Comme un phare dans la nuit, elle resplendit, se nourrissant de la lumière de la pièce et la rediffusant avec violence. Les yeux mi-clos, j'essaye de distinguer le décor autour de moi, mais la vive lumière effraye mes pupilles rougeoyantes.

D'un coup, elle cesse de brûler mon crâne et prend une jolie couleur flamme. Mes yeux suivent le mouvement et d'un seul coup, sans que j'en sois consciente, mes ailes s'ouvrent dans mon dos. Argentées, aussi tranchantes que des lames de rasoir, reflétant la couleur mordorée de la couronne, elles sont plus belles que jamais.

Je baisse les yeux sur ma tenue, qui n'a pas changé depuis que mon père s'est volontairement sacrifié pour sauver son petit frère.

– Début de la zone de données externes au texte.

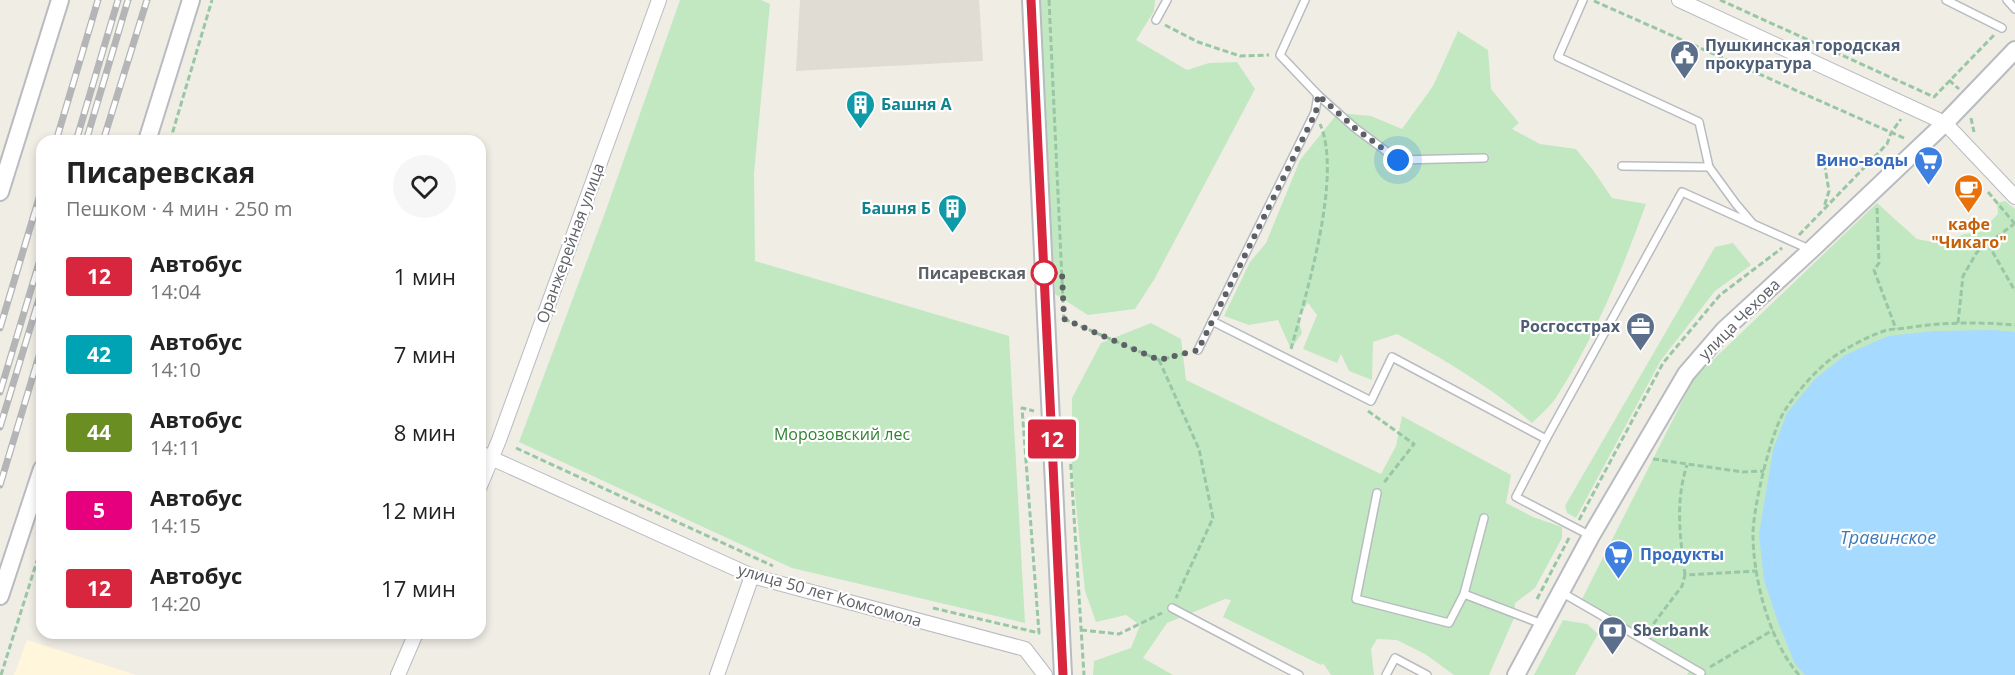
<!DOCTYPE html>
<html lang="ru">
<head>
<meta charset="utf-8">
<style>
  body { margin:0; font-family:"Open Sans",sans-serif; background:#f6f6f6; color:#222; height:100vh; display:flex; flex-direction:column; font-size:22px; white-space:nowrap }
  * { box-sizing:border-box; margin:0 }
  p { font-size:20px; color:#767676 }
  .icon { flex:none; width:33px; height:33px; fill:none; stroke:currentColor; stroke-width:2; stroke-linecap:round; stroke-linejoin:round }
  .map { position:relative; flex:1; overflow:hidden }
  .sheet { position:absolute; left:36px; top:135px; width:450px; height:504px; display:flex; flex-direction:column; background:#fff; border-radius:18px; box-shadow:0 3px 9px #0003 }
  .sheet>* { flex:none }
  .badge { padding:0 12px; border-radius:4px; font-size:21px; line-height:39px }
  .you { position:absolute; width:30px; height:30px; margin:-15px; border:4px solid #fff; border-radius:50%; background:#1a73e8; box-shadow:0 0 0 9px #1a73e833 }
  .map>.badge { position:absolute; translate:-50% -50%; box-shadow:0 0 0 3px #fff }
  .round { display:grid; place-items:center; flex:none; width:63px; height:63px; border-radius:32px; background:#f6f6f6 }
  .overview { display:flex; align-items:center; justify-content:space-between; height:102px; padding:0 30px }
  h1 { font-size:28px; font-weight:700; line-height:45px }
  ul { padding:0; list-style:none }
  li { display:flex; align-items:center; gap:18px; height:78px; padding:0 30px }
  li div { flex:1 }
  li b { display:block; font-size:22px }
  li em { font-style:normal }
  li .badge { min-width:66px; font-weight:700; text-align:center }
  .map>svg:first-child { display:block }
  .commercial { fill:#fff6db }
  .education { fill:#e0dcd3 }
  .green { fill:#c2e8c1 }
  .water { fill:#a6daff }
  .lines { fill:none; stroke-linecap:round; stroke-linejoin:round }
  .service-casing { stroke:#b8bbc0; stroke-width:10 }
  .minor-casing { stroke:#b8bbc0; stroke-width:16 }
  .tertiary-casing { stroke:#b8bbc0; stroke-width:20 }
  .path { stroke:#99c7a5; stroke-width:3; stroke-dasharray:6 3; stroke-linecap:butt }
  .service { stroke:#fff; stroke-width:7 }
  .minor { stroke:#fff; stroke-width:14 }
  .tertiary { stroke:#fff; stroke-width:16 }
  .rail-casing { stroke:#b4b5b6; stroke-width:7 }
  .rail { stroke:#fff; stroke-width:4.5; stroke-dasharray:14; stroke-linecap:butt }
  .line-casing { stroke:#fff; stroke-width:14 }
  .line { stroke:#d7263d; stroke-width:9 }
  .walk { stroke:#5d6166; stroke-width:6; stroke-dasharray:0 10.8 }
  .stop-dot { fill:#fff; stroke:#d7263d; stroke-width:3 }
  .labels { text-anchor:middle; stroke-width:4.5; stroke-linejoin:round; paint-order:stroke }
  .service-label { font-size:16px; font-weight:bold; fill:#4e5e75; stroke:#fff; text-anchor:start }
  .culture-label { font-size:16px; font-weight:bold; fill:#0d838f; stroke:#fff; text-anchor:start }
  .shop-label { font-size:16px; font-weight:bold; fill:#366cbe; stroke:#fff; text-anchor:end }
  .food-label { font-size:16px; font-weight:bold; fill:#c56008; stroke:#fff }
  .street-label { font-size:16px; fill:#5d6166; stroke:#fff }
  .stop-label { font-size:16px; font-weight:bold; fill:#5d6166; stroke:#fff; text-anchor:end }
  .park-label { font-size:16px; fill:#308233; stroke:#fff }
  .water-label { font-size:18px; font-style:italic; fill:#3e7ab6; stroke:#fff }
</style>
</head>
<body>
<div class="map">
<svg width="2015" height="675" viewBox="0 0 2015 675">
  <rect width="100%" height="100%" fill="#f0ede5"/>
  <!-- commercial -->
  <polygon class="commercial" points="27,640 136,675 14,675"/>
  <!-- education -->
  <polygon class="education" points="800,0 979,0 983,61 796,71"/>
  <!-- green -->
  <g class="green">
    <polygon points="680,0 761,0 770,4 754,173 755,261 1009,336 1025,623 792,568 519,442 606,210"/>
    <polygon points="1038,0 1155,0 1154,11 1136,40 1187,70 1209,63 1237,62 1255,89 1155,278 1135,309 1088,315 1055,294"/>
    <path d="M1458 31 1488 50 1491 89 1519 123 1512 129 1540 144 1576 149 1593 170 1612 198 1646 204C1622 270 1595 337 1557 396 1551 406 1540 415 1532 423 1491 387 1445 360 1397 334L1373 342 1372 380 1349 371 1341 354 1337 363 1303 349 1317 315 1308 303 1298 317 1302 333 1291 349 1278 320 1249 325 1224 316 1250 262 1266 243 1300 160 1338 113 1371 116 1402 129 1433 86Z"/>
    <polygon points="2005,201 2015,209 2015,675 1687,675 1691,668 1580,603 1694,378 1877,203 1917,239 1938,243 1965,234 1980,232 1998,214 1997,203"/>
    <polygon points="1733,243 1751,265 1715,291 1661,360 1576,518 1567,513 1565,506 1715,247"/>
    <polygon points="1151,323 1181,339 1186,380 1381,474 1396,446 1402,416 1511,475 1506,503 1533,517 1562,527 1562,538 1535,588 1515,603 1514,618 1489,675 1454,675 1425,654 1397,640 1377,639 1371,649 1374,675 1331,675 1323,663 1321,665 1223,617 1231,600 1225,599 1167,623 1143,658 1173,675 1093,675 1094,661 1131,648 1140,625 1126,615 1096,622 1085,591 1072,467 1072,398 1101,343"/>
    <polygon points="1563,620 1587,624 1598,634 1575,675 1534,675"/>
  </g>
  <!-- water -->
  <polygon class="water" points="1994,330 2015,332 2015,675 1805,675 1795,664 1778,622 1764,580 1759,534 1773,450 1787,413 1815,379 1845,355 1888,336 1936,331"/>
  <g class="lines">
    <defs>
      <g id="service">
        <polyline points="1583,0 1558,57 1699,122 1709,167"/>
        <polyline points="1946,0 2002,28"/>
        <polyline points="2007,0 2015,9"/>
        <polyline points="1156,20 1167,0"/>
        <polyline points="1318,95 1355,128 1398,160 1484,158"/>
        <polyline points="1622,166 1709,167 1736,204 1753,224 1809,249"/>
        <polyline points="1212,321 1371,401 1392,357 1546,439"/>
        <polyline points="1198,350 1315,112 1318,95 1280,55 1305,0"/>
        <polyline points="1377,493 1356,599 1449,623 1464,594 1542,624"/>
        <polyline points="1591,536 1516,497 1546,439 1682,192 1753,224"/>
        <polyline points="1561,592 1701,673"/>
        <polyline points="1464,594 1484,518"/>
        <polyline points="1172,608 1299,675"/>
        <polyline points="1386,675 1395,658 1427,675"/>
      </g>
      <g id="minor">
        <polyline points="1679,0 1945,123 2015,197"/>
        <polyline points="480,453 752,576 1025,649 1045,675"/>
        <polyline points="480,486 499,440 659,0"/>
        <polyline points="398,675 416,633"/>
        <polyline points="717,675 752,576"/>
      </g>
      <g id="tertiary">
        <polyline points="1031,0 1063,675"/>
        <polyline points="147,141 191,0"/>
        <polyline points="0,192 60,0"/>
        <polyline points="0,596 42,469"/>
        <polyline points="1516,675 1591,536 1686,374 1724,330 1811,250 1945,123 2015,50"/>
      </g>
    </defs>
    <!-- service casing -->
    <use href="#service" class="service-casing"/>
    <!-- minor casing -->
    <use href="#minor" class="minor-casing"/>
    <!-- tertiary casing -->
    <use href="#tertiary" class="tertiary-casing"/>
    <!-- path -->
    <g class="path">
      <polyline points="1049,0 1064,323"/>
      <polyline points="1720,0 1934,97 1994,35"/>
      <polyline points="1594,1 1906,139"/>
      <polyline points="1165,25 1198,42 1240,56 1269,55"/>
      <polyline points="1949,80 1959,89"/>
      <polyline points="1971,118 1974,132"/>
      <polyline points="170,141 212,0"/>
      <polyline points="1823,155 1829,191 1824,207"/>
      <polyline points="1988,192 2015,224"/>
      <polyline points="1877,208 1879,263 1874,270 1896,329"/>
      <polyline points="1799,235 1887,144 1891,133 1901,119"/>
      <polyline points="1988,244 2015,291"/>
      <polyline points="1064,319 1159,360 1187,353"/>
      <polyline points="1958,323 1963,276 1977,252 2014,224"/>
      <path d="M1291 349C1306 294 1343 176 1320 124"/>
      <polyline points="1159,360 1199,449 1213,518 1176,598"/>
      <polyline points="1368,411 1414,444 1383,484"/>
      <polyline points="1069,437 1084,675"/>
      <polyline points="516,448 773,566"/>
      <polyline points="1653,459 1743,472 1764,471"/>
      <polyline points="1579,520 1663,363 1720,295 1782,248"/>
      <path d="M1685 575C1680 537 1675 502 1687 465"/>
      <polyline points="1537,599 1570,536"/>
      <polyline points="933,608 1039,633 1022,408 1034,411"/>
      <polyline points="1081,630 1119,634 1162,613"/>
      <polyline points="1648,631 1682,586 1685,575 1757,571"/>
      <polyline points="1710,667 1773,630"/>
      <polyline points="1,675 42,545"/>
      <path d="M1799 675C1769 641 1753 578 1753 534 1753 508 1771 431 1785 410 1800 388 1822 362 1846 349 1858 342 1874 334 1887 330 1893 329 1900 329 1906 328 1942 322 1978 322 2015 325"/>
    </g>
    <!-- service -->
    <use href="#service" class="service"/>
    <!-- minor -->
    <use href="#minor" class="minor"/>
    <!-- tertiary -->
    <use href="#tertiary" class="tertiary"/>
    <defs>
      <g id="rail">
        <polyline points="56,141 98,0"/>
        <polyline points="76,141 118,0"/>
        <polyline points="86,141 128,0"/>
        <polyline points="103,141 147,0"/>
        <polyline points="0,328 42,188"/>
        <polyline points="0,392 42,253"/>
        <polyline points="0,427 42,289"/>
        <polyline points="0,485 42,346"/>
      </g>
    </defs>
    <!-- rail casing -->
    <use href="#rail" class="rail-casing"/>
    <!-- rail -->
    <use href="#rail" class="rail"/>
  </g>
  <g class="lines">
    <defs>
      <polyline id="line" points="1031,0 1063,675"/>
    </defs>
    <!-- line casing -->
    <use href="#line" class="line-casing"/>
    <!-- line -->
    <use href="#line" class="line"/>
    <!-- walk -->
    <polyline class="walk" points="1044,273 1062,273 1064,319 1159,360 1198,350 1316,112 1318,95 1355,128 1398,160"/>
  </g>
  <!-- icons -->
  <defs>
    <symbol id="civic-pin" viewBox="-11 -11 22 30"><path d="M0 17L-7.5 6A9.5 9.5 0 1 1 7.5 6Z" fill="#5c6f8a" stroke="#fff"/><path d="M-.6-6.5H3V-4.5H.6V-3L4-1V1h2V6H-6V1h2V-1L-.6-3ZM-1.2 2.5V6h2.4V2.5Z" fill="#fff"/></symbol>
    <symbol id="building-pin" viewBox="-11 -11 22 30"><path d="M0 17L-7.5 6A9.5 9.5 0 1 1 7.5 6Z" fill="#0f9aa8" stroke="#fff"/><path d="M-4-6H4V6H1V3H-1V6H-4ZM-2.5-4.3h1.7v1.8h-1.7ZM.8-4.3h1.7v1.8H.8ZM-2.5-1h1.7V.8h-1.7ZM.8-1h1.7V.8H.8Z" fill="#fff"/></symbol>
    <symbol id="supermarket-pin" viewBox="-11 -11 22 30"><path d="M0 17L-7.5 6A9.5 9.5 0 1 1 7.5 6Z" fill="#3f7fe0" stroke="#fff"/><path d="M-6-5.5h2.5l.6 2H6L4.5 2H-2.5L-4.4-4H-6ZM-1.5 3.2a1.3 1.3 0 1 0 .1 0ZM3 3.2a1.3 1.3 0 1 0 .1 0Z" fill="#fff"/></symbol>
    <symbol id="cafe-pin" viewBox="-11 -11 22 30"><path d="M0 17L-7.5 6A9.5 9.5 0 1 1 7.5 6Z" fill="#e8710a" stroke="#fff"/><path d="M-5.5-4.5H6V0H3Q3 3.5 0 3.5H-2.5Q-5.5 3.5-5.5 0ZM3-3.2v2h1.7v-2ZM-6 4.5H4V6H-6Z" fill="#fff"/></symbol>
    <symbol id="office-pin" viewBox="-11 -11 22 30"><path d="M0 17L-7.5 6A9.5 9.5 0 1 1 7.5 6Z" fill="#5c6f8a" stroke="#fff"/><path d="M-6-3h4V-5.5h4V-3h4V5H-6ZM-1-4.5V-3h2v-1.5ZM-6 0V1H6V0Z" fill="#fff"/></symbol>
    <symbol id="bank-pin" viewBox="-11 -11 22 30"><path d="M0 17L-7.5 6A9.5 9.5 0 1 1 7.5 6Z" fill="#5c6f8a" stroke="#fff"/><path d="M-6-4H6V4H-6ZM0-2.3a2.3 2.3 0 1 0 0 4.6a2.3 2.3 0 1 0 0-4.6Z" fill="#fff"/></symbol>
  </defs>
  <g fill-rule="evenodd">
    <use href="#civic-pin" x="1668" y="38" width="33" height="45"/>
    <use href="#building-pin" x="844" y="88" width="33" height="45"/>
    <use href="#supermarket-pin" x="1912" y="144" width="33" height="45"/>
    <use href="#cafe-pin" x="1952" y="172" width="33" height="45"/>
    <use href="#building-pin" x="936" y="192" width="33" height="45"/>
    <use href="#office-pin" x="1624" y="310" width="33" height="45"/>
    <use href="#supermarket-pin" x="1602" y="538" width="33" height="45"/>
    <use href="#bank-pin" x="1596" y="614" width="33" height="45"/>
  </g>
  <!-- markers -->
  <circle class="stop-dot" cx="1044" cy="273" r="12"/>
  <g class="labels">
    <!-- service labels -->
    <g class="service-label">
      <text x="1705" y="51">Пушкинская городская<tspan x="1705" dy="18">прокуратура</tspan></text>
      <text x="1620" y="332" text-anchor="end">Росгосстрах</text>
      <text x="1633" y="636">Sberbank</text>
    </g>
    <!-- culture labels -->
    <g class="culture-label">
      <text x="881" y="110">Башня А</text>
      <text x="931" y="214" text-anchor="end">Башня Б</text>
    </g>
    <!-- shop labels -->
    <g class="shop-label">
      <text x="1908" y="166">Вино-воды</text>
      <text x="1640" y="560" text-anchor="start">Продукты</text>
    </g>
    <!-- food labels -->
    <g class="food-label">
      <text x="1969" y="230">кафе<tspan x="1969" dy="18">"Чикаго"</tspan></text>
    </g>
    <!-- street labels -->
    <g class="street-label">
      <text transform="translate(570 243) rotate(-70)" y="6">Оранжерейная улица</text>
      <text transform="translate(1739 319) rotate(-45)" y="6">улица Чехова</text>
      <text transform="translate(830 595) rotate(16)" y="6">улица 50 лет Комсомола</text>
    </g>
    <!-- stop labels -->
    <g class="stop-label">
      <text x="1026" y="279">Писаревская</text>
    </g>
    <!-- park labels -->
    <g class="park-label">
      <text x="842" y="440">Морозовский лес</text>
    </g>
    <!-- water labels -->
    <g class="water-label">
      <text x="1888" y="544">Травинское</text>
    </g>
  </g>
</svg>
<div class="you" style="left:1398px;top:160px"></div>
<b class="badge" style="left:1052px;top:439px;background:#d7263d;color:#fff">12</b>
<section class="sheet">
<div class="overview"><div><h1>Писаревская</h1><p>Пешком · 4 мин · 250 m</p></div><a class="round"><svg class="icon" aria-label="heart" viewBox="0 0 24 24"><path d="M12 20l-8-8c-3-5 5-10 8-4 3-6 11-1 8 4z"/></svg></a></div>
<ul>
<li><span class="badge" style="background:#d7263d;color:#fff">12</span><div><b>Автобус</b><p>14:04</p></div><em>1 мин</em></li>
<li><span class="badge" style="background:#00a3b4;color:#fff">42</span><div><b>Автобус</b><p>14:10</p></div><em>7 мин</em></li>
<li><span class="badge" style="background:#6b8e23;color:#fff">44</span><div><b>Автобус</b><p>14:11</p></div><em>8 мин</em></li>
<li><span class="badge" style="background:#e6007e;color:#fff">5</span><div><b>Автобус</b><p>14:15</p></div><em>12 мин</em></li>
<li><span class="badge" style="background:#d7263d;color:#fff">12</span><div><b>Автобус</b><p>14:20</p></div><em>17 мин</em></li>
</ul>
</section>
</div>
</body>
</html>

Mes poignets sont recouverts de gants en kevlars, afin que je puisse protéger mes mains des balles et mieux manier mes lames angéliques. Comme pour beaucoup d'anges, j'ai également le droit d'avoir mon nom inscrit sur ces katanas.

Je suis donc toujours en tenue de combat et je gratte avec lassitude le sang séché qui est resté sur mon haut.

Puis, fatiguée de devoir porter cela, je retire ma protection en kevlar et me retrouve donc en t-shirt noir simple, à bretelle, propre. J'enlève mes gantelets également, les posant sur le bureau. Mes ailes toujours ouvertes, je me tourne vers les immenses baies vitrées et observe avec nostalgie l'Enfer.

Hier encore, j'observais le paysage avec mon père, nous nous moquions allégrement du manque de vie, trouvions cela paradoxal. Un mince sourire vient se plaquer sur mes lèvres avant que quelqu'un ne toque à la porte, brisant le cocon de silence dans lequel je m'étais enfermée depuis une vingtaine de minutes.

L'ancien bureau de mon père, désormais devenu mien, me semble moins pénible à admirer qu'il y a quelques minutes, comme si la couronne comblait le trou béant que son départ a laissé dans mon cœur. Un nouveau coup sur la porte fait légèrement trembler les murs, ce qui me force à m'approcher pour ouvrir ladite porte.

- Votre Majesté, vos sujets attendent. Il faut que vous leur disiez quelque chose, vous avez été silencieuse depuis votre retour. Les Démons sont inquiets, votre Grâce, explique le Démon qui m'a conduit ici.

Je braque sur lui mon regard enflammé, non pour lui faire peur, mais pour lui faire comprendre qu'il ne peut pas débarquer dans ce bureau comme dans un moulin. Même sous le règne de mon père, personne n'entrait sans auparavant toquer et se présenter.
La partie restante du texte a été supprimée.